Task to carry out
Scan the entries below for the string "without" and copy every line where it turns up.

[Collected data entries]
********
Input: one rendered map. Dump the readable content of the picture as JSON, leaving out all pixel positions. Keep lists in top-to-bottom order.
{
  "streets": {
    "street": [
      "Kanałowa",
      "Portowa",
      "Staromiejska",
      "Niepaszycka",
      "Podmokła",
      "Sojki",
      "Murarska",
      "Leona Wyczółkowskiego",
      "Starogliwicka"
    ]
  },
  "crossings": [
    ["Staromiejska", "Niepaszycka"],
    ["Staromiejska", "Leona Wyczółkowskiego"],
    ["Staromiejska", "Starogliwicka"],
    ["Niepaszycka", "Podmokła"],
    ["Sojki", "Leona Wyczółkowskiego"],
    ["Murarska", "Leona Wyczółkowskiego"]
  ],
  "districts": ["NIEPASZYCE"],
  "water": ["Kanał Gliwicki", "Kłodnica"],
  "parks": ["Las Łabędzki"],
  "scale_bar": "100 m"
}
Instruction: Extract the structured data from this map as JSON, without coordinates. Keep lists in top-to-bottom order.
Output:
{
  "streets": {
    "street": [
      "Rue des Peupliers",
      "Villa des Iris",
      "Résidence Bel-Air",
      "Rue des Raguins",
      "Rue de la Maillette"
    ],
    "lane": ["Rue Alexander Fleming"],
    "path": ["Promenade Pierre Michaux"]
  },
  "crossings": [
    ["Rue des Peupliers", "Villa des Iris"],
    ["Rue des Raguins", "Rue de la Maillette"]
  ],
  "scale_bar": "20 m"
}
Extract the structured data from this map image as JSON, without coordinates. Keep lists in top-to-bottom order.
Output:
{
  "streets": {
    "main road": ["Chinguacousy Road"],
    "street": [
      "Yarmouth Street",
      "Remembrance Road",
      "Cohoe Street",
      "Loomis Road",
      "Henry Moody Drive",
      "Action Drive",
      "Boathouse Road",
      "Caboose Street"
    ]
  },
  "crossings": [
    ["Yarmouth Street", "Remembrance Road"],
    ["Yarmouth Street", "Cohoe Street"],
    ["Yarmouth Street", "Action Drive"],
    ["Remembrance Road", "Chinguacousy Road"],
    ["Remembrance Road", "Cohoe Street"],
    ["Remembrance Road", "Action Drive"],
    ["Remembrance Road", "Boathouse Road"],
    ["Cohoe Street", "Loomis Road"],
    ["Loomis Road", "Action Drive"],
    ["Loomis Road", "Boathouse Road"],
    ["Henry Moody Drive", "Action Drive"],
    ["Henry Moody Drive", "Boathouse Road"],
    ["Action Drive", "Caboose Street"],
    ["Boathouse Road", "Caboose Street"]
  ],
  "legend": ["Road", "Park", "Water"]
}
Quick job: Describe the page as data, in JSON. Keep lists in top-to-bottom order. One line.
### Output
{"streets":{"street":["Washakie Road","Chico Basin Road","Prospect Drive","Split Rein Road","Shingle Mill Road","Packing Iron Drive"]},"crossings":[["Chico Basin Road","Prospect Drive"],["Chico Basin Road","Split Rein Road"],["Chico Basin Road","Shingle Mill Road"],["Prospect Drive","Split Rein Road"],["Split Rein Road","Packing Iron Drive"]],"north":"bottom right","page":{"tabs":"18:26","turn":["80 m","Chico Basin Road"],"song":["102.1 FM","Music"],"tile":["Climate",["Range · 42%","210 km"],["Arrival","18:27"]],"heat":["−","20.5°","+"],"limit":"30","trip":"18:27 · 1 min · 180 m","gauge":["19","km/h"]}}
********
Final answer
Instruction: Extract the structured data from this map as JSON, without coordinates. Keep lists in top-to-bottom order.
Extract the structured data from this map image as JSON, without coordinates. Keep lists in top-to-bottom order.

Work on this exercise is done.